On-Prem Deployment Guide
This guide describes how to deploy the On-Premise version of [Ai]levate Revenue Recovery, where customers host and operate both the Database Storage Layer and the AI Compute Layer while [Ai]levate manages the Cloud Services Layer.
This guide describes how to deploy the On-Premise version of [Ai]levate Revenue Recovery, where customers take responsibility for hosting and operating both the Database Storage Layer (Elastic datastore) and the AI Compute Layer (Tenstorrent AI Warehouse). [Ai]levate continues to manage the Cloud Services Layer, providing orchestration, workflow management, authentication, and application delivery. The Relay Service Layer remains customer-hosted and is used to securely connect the customer’s EHR datastore to the platform.
Introduction
The On-Premise model is designed for organizations with strict data residency, sovereignty, or infrastructure control requirements, giving them full ownership of compute and storage, while still benefiting from [Ai]levate’s managed SaaS orchestration layer.
General Approach
In the On-Premise model, customers deploy and manage their own Elastic datastore and AI Warehouse hardware, which serve as the backbone of the platform’s storage and compute layers. These components must be provisioned, secured, patched, and scaled by the customer, while [Ai]levate connects to them through secure service connections. Unlike the SaaS model, the AI Warehouse and datastore require inbound connectivity, meaning customers must configure firewall rules, certificates, and access policies to allow [Ai]levate services to interact with these systems.

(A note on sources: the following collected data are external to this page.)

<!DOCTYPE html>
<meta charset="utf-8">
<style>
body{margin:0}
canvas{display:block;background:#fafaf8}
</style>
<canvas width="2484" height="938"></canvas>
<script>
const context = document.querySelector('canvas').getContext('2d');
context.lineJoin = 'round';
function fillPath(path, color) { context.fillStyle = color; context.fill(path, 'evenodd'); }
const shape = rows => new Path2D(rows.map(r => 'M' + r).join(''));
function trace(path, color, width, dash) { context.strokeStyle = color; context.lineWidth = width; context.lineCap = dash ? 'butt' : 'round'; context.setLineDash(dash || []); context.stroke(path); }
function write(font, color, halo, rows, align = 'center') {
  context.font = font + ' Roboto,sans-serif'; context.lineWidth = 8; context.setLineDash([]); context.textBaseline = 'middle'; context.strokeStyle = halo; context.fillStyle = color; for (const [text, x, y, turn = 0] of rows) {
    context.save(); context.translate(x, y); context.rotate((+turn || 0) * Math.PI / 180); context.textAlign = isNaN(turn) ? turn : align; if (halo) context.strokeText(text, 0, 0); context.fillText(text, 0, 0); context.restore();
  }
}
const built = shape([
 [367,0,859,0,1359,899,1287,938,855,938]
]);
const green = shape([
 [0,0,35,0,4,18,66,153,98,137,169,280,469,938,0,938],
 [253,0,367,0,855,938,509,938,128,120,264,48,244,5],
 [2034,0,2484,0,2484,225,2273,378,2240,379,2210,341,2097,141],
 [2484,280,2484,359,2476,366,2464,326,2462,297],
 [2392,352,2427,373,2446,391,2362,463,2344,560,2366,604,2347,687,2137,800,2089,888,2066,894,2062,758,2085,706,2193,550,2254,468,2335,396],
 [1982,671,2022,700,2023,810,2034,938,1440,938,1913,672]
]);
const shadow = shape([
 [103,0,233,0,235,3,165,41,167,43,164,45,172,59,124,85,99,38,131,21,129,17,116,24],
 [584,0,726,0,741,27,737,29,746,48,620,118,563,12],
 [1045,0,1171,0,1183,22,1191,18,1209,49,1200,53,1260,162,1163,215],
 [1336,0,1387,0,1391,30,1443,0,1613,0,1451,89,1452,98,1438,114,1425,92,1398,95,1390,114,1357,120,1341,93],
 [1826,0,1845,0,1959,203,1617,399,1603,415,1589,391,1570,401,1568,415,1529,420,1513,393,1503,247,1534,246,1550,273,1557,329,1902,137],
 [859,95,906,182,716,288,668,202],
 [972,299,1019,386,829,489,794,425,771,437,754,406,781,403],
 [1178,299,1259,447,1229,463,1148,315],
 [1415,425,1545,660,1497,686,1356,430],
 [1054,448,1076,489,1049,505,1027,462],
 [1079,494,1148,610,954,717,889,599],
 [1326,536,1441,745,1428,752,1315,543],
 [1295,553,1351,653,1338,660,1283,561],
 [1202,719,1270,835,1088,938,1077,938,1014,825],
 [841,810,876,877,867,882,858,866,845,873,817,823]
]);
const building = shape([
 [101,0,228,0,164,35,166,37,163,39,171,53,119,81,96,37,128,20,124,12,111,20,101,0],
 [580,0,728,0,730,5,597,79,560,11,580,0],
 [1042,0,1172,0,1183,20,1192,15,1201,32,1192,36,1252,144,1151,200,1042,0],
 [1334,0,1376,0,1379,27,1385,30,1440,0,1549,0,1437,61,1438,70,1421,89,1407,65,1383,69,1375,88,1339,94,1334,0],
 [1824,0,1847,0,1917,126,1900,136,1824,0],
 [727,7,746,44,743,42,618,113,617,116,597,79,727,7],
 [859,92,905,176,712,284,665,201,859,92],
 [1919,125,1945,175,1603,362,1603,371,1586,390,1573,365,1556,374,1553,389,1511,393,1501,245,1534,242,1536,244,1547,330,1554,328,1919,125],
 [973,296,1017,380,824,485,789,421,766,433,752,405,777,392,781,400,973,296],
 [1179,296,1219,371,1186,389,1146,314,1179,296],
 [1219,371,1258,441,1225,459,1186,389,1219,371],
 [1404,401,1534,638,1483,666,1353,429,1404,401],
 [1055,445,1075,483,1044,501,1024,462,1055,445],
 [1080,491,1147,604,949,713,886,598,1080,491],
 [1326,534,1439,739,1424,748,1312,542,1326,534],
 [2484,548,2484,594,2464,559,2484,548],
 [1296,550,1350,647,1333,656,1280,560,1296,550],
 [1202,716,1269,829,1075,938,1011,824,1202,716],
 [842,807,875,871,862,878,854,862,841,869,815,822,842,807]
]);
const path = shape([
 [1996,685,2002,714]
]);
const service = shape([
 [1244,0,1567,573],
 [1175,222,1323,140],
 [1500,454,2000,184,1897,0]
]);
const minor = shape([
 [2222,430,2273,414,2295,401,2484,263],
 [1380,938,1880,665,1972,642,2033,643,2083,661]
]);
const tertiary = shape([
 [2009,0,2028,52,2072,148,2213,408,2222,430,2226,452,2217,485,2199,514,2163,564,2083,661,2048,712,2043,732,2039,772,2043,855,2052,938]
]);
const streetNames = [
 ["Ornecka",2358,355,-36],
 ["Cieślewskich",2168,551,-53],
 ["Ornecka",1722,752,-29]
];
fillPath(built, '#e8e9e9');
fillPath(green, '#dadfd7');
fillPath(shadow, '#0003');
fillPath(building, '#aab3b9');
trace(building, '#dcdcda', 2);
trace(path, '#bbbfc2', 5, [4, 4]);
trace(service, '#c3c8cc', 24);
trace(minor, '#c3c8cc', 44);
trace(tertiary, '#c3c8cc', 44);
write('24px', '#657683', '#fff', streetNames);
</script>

The Relay Service Layer remains outbound-only, providing secure connectivity between the EHR system and [Ai]levate’s Cloud Services. This hybrid model enables customers to retain full control of infrastructure while relying on [Ai]levate for orchestration, governance, and compliance enforcement at the cloud layer.
Deployment overview
The On-Prem deployment of [Ai]levate Revenue Recovery is a joint operation between the customer and [Ai]levate. The customer provisions and secures all infrastructure components — Elastic datastore, AI Warehouse, and Relay VM — ensuring that each is reachable and properly configured. Once prerequisites are in place, [Ai]levate engineers onboard the Relay, validate inbound connections to Elastic and the AI Warehouse, and configure the Cloud Services Layer to orchestrate workflows across the customer environment. The process is deliberately staged to minimize disruption, with clear validation checkpoints at each step before moving to production.
sequenceDiagram
participant C as Customer SysAdmin
participant E as "[Ai]levate Engineer"
participant R as Relay VM
participant SQL as EHR Datastore
participant ES as Elastic Datastore (On-Prem)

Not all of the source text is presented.